Capítulo 3 Ray Depois de três dias vivendo exclusivamente para a biblioteca particular da família Valentini, consegui terminar de catalogar os livros no aplicativo, já havia limpado todas as estantes e agora começaria a colocar tudo no lugar. Não havia nada pessoal no meio dos livros como dona Judite falou. Ainda bem que o aplicativo me deu exatamente a ordem de como eu deveria armazenar os livros, já estava pensando em desistir disso tudo antes mesmo de começar a tentar. Eu tinha um grande defeito e esse era nem começar uma coisa que na minha mente parecia que não daria certo. — Será que hoje termina? — Dona Judite apareceu na porta da biblioteca e chamou minha atenção. Estava na escada, colocando três livros de uma vez. Já estava quase na metade da primeira estante. — Posso ficar até mais tarde para que termine, o que acha? — perguntei, sabendo que às dezoito horas não terminaria nem se eu fosse duas. Já eram treze horas, vovó havia trazido o almoço e estava mais do que satisfeita pelas próximas duas horas. Eu só gostava de comer, muito. Agradecia aos genes dos meus pais que não me permitiam engordar com tanta facilidade. — Se você terminar hoje, além de te pagar eu adiciono um valor extra, tudo hoje.

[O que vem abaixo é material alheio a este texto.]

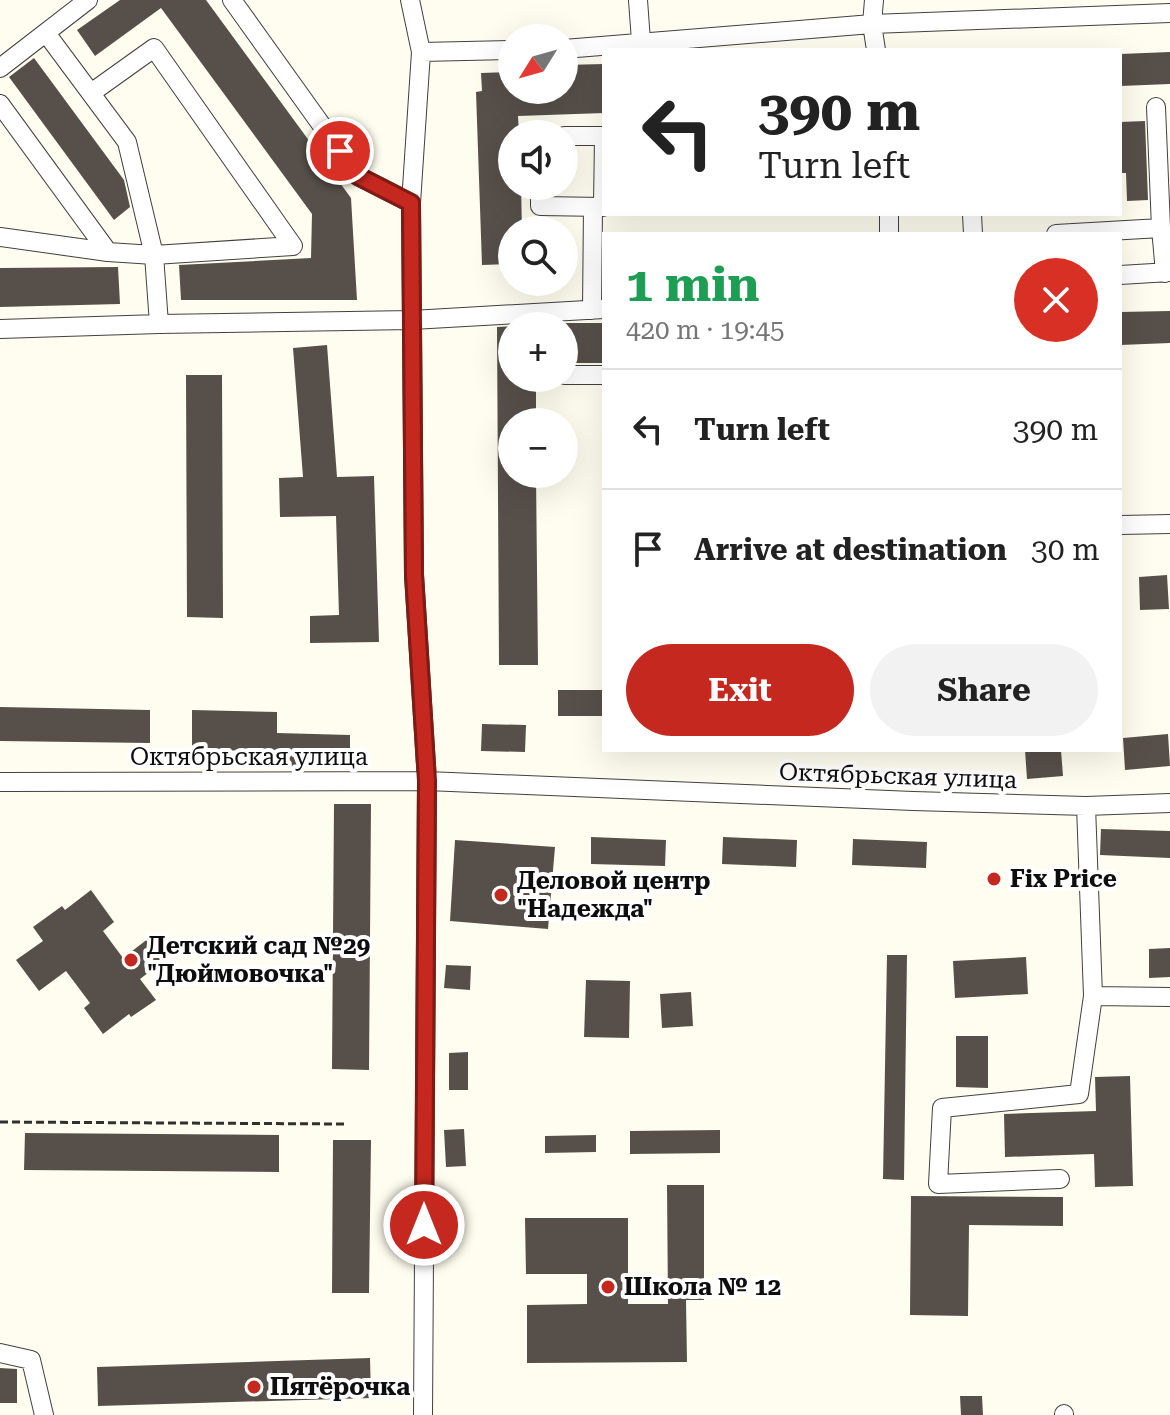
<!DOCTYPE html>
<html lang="en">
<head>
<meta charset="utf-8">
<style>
	body { margin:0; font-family:"Roboto Serif",serif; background:#f2f2f2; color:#222; height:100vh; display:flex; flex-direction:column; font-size:30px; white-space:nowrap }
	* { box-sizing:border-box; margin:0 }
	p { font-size:26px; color:#767676 }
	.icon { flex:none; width:44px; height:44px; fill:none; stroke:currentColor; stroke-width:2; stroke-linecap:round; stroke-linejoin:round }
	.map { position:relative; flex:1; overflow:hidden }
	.panel { position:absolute; left:602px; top:232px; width:520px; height:520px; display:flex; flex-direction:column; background:#fff; border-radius:0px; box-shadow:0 8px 32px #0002 }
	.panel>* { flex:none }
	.hud { position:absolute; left:602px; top:48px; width:520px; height:168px; border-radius:0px; box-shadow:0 8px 32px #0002; background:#fff; color:#222; overflow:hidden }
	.needle { width:52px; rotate:233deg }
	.buttons { position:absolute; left:498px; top:24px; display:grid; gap:16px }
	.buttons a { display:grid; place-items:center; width:80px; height:80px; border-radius:50%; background:#fff; box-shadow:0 8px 32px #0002; font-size:40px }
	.pin { position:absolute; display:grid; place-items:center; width:68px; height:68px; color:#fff; margin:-34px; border:4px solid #fff; border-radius:50%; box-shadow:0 2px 8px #0007 }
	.me { position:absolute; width:88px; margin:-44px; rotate:0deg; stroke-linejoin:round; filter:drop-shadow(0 0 6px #0008) }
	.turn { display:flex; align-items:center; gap:28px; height:168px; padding:0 24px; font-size:36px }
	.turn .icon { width:104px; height:104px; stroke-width:2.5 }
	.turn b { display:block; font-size:56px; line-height:68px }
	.round { display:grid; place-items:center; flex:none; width:84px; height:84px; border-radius:42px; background:#f2f2f2 }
	.headline { display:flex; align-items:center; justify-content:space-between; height:136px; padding:0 24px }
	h1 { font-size:48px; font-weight:700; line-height:60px; color:#1e9e55 }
	.primary-button { display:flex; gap:16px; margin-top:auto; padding:16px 24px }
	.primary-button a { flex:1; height:92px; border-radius:48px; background:#c5281f; color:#fff; font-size:32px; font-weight:700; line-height:92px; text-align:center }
	.primary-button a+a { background:#f2f2f2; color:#222 }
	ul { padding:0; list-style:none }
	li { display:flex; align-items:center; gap:24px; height:120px; padding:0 24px; border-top:2px solid #e0e0e0 }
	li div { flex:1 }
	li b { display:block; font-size:30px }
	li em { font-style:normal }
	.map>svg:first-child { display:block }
	.building { fill:#57504a }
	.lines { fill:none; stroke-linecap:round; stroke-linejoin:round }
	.minor-casing { stroke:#414141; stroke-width:20 }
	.path { stroke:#303030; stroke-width:3; stroke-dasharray:8 4; stroke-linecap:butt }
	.minor { stroke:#fff; stroke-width:18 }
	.route-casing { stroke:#801a14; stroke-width:20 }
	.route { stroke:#c5281f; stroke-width:14 }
	.poi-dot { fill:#c5281f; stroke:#fff; stroke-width:3 }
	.labels { text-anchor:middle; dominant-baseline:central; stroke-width:8; stroke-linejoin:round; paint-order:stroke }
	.street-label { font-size:24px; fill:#0e0e0e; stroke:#fff }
	.poi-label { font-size:24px; font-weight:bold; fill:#0e0e0e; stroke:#fff; text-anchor:start }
</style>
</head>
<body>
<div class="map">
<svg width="1170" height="1415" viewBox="0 0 1170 1415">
	<rect width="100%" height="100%" fill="#fffdef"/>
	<path class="building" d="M120,0H206L351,198L357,300H181L179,265L311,258L312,214L161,8L95,56L77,30Z
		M1170,52V84L1120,86V54Z
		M34,58L124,180L130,207L114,220L9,77Z
		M604,64V113L518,116L519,134H512V186H521L522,230H512V264L482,265L476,92L482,91L481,73L512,72V90H564V65Z
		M1145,121L1148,200L1127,201L1126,173H1120V122Z
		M118,267L120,304L0,307V268Z
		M1170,311V343L1120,345V312Z
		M564,323H604V363H564Z
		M512,326V378H536V422H512V474H536L538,665H499L497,327Z
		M327,345L337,477L374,476L379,642L310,643V616L339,615L336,516L280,517L279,478L303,477L293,348Z
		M186,375H222L223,618L187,617Z
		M1167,575L1169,609L1140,610L1139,577Z
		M558,690H604V716H558Z
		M0,707L150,710V743L0,741Z
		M192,710L277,712V733L350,735V767L267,766L268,751L192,750Z
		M482,724L526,725L525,752L481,751Z
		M1168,734L1170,766L1125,770L1123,738Z
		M1025,750H1061L1063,776L1027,779Z
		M334,804H371L369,1070L332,1069Z
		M1101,829L1170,831V858L1100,855Z
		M591,837L666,840L665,866L591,864Z
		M723,837L797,840L796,867L722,864Z
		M853,839L927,842L926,868L852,865Z
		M455,840L555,847L548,929L450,921Z
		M91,890L114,922L103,931L123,958L149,938L165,960L140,979L156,1000L131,1017L129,1014L103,1034L84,1008L90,1003L66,971L39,991L16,960L43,941L33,927L62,906L65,910Z
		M1170,948V977L1149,978V949Z
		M887,955H907L904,1180L883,1179Z
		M1026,957L1028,994L955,998L953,961Z
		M446,965L471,966L470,990L444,988Z
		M586,980L630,981L629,1038L584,1037Z
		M691,992L693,1026L662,1028L660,994Z
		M956,1036H988V1088L956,1087Z
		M468,1052V1090H449V1053Z
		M1130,1076L1133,1186L1095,1187L1094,1154L1005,1157L1004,1114L1096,1111L1095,1077Z
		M464,1129L466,1166L446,1167L444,1130Z
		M720,1130V1153L630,1154V1131Z
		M25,1133L279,1135V1172L24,1170Z
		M596,1135V1152L545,1153V1136Z
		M333,1140H371L369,1293H332Z
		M667,1185H704V1300H686L687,1362L527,1363V1305L587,1304V1274H526L525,1218H628V1304H668Z
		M911,1196L1063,1197V1226L969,1225L968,1316L910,1315Z
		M370,1358L371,1398L98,1406L97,1367Z
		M0,1368L17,1369V1403H0Z
		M960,1396H982L983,1415H961Z"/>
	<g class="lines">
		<defs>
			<path id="minor" d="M232,0L358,176L411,203
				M410,0L421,52L411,203L414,575L427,781L423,1415
				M638,0L641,41
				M874,0L872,24L876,50
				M46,33L127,142L154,255L159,324
				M564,49L872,24L1170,13
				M421,52L512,50
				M0,68L88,0
				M0,104L108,252
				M1156,107L1161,228L1165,273
				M540,186V206L603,207L604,136H564
				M972,214L973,234
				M889,234V214
				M1056,234L1161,228
				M0,237L108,252L154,255L293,246L154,48L91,93
				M1120,275L1170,272
				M592,310L593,207
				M0,329L159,324L412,320L604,309
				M564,375H604
				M1120,525L1170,524
				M0,782L427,781L913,801L1086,806L1170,803
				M1086,806L1093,996L1170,997
				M1060,1179L938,1184L942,1108L1079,1094L1093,996
				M0,1353L31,1360L44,1415
				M1064,1414V1415"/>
		</defs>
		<use href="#minor" class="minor-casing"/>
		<path class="path" d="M0,1122L344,1124"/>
		<use href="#minor" class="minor"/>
	</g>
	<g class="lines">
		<defs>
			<path id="route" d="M340,151L358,176L411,203L414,575L427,781L424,1225"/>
		</defs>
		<use href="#route" class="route-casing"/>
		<use href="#route" class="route"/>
	</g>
	<g class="poi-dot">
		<circle cx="994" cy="879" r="8"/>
		<circle cx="501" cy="895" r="8"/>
		<circle cx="131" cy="960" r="8"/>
		<circle cx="608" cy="1287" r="8"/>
		<circle cx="254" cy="1387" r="8"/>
	</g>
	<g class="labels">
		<g class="street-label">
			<text x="249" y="757">Октябрьская улица</text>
			<text transform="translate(898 776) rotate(2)">Октябрьская улица</text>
		</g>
		<g class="poi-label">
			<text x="1010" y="879">Fix Price</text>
			<text x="517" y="881">Деловой центр<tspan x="517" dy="28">"Надежда"</tspan></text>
			<text x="147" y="946">Детский сад №29<tspan x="147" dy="28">"Дюймовочка"</tspan></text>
			<text x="624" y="1287">Школа № 12</text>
			<text x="270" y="1387">Пятёрочка</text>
		</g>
	</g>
</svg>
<div class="buttons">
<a><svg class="needle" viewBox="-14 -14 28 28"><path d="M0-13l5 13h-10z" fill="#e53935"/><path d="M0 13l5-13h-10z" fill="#767676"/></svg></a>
<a><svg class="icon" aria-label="sound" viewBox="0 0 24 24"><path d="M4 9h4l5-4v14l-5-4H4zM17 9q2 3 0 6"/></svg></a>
<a><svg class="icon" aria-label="search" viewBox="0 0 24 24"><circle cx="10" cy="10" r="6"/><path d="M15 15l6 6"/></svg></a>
<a>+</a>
<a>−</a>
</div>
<div class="pin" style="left:340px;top:151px;background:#d93025"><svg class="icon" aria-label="arrive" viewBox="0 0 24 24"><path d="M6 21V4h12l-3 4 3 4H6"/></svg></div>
<svg class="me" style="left:424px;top:1225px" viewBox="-20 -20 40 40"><circle r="17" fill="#c5281f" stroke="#fff" stroke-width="3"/><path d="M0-11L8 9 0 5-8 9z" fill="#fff"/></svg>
<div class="hud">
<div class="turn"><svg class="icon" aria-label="left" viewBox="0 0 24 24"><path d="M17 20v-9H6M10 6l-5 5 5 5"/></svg><div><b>390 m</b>Turn left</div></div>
</div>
<section class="panel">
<div class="headline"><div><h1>1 min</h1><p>420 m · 19:45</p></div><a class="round" style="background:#d93025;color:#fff"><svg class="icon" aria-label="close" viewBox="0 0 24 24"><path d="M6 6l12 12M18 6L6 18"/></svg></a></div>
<ul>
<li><svg class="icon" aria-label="left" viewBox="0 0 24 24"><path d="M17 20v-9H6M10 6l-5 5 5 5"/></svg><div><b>Turn left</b></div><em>390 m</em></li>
<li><svg class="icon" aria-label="arrive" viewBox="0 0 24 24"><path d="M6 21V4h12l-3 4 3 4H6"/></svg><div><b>Arrive at destination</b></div><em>30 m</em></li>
</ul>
<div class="primary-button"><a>Exit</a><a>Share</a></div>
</section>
</div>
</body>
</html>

Desço da escada e me aproximo dela. Pagar além dos dias que trabalhei era muito para mim. — Não precisa pagar nenhum extra. Uma diária para mim estava mais do que bem pago pelo serviço. — Combinado então, você fica até terminar e eu pago o extra — ela respondeu ignorando o que falei antes e neguei com a cabeça. — Só peço que não saia desse cômodo. Assim que terminar, me ligue e eu venho te acompanhar até a saída. — Pode deixar. E assim eu voltei ao meu trabalho, a música tocando ao fundo me permitia trabalhar com mais tranquilidade e esquecer das horas que me aguardavam. De tempos em tempos eu beliscava o bolo que minha avó deixou hoje de lanche. Quase no final da segunda estante, nem olhando as horas, apenas sabendo que era noite por causa da escuridão que vinha do lado de fora pela fresta da janela pouco aberta. Coloquei três livros na estante, no último canto em que precisaria da escada para me auxiliar, percebi um risco que não tinha visto quando limpei. Seria uma rachadura? Passei o dedo pelo fundo da prateleira e percebi que estava mole. Olhei para trás, depois voltei a mexer, e com medo, desci da escada e observei o cantinho que faltava pouco para ser completado. As pilhas e pilhas que adornaram a mesa e o chão desse lugar não existiam mais e isso me deixava feliz e triste ao mesmo tempo. Conheci coleções de clássicos nacionais, internacionais e livros que nunca ouvi falar, mas que anotei para ler, porque as sinopses eram muito interessantes. Aqui eu me sentia bem e em casa, estava com as horas contadas para me despedir e nunca mais entrar.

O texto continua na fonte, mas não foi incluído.